DR Congo

RDC : Point de presse du mercredi 13 juillet 2005

Source
Posted
Originally published
PID

« La MONUC déplore l'assassinat, une fois encore, d'innocents civils Congolais, par des miliciens, dont l'identité reste à déterminer », a déclaré le Directeur de l'Information Publique - lors du point de presse hebdomadaire de la MONUC - au sujet des évènements tragiques de ce week-end dans la localité de Mamba, située dans le Sud Kivu.

« Il s'agit de l'expression des derniers soubresauts d'une guerre qui n'a que trop duré. Ce sont, en tout cas, des actes de terreur et de désespoir », a-t-il ajouté avant d'annoncer, citant que le Commandant adjoint des Forces de la MONUC, le Général Patrick Cammaert, que « la MONUC fera tout pour trouver ces criminels et les traduire devant la justice congolaise ».

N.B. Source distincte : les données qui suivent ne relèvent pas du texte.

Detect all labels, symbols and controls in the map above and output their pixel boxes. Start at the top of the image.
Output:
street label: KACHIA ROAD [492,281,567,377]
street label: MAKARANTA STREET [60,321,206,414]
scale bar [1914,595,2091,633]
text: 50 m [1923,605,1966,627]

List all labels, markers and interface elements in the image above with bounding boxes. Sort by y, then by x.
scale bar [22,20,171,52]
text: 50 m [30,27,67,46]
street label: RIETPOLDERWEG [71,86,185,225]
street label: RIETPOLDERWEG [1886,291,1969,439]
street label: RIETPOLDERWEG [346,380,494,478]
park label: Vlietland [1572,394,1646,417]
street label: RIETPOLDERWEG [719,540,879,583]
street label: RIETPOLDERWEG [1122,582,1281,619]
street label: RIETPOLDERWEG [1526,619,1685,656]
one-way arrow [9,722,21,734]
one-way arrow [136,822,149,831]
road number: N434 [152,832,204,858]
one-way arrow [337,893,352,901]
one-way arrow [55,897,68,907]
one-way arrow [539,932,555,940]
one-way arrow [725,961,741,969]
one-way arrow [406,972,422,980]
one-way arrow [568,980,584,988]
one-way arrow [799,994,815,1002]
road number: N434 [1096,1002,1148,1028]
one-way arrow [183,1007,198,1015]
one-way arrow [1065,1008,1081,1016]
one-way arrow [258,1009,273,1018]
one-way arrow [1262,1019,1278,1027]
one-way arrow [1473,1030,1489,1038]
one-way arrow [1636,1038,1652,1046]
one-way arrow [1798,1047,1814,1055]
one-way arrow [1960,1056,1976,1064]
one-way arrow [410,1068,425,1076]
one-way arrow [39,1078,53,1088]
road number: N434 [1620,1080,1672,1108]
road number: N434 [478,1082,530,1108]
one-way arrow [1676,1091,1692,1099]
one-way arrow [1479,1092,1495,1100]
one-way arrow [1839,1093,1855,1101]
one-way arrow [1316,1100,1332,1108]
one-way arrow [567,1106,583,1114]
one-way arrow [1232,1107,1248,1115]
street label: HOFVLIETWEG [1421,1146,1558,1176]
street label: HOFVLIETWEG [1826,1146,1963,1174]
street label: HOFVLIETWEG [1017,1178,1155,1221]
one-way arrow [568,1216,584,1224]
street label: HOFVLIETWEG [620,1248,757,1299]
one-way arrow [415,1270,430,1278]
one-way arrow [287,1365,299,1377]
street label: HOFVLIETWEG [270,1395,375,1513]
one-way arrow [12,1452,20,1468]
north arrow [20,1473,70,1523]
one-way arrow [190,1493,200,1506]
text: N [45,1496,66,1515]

Expliquant que « c'est justement pour mettre fin à ce type de tueries que la MONUC a accéléré récemment ses opérations dans le Sud Kivu », M. Kemal Saïki a rappelé que « l'objectif des opérations 'Iron Fist' et 'Falcon Sweep' est, effectivement, de faire comprendre aux FDLR et autres groupes armés, que le message de la MONUC reste ferme : Les FDLR doivent laisser leurs troupes intégrer le processus de désarmement volontaire conformément à l'acte d'engagement qu'ils ont signé, fin mars à Rome ».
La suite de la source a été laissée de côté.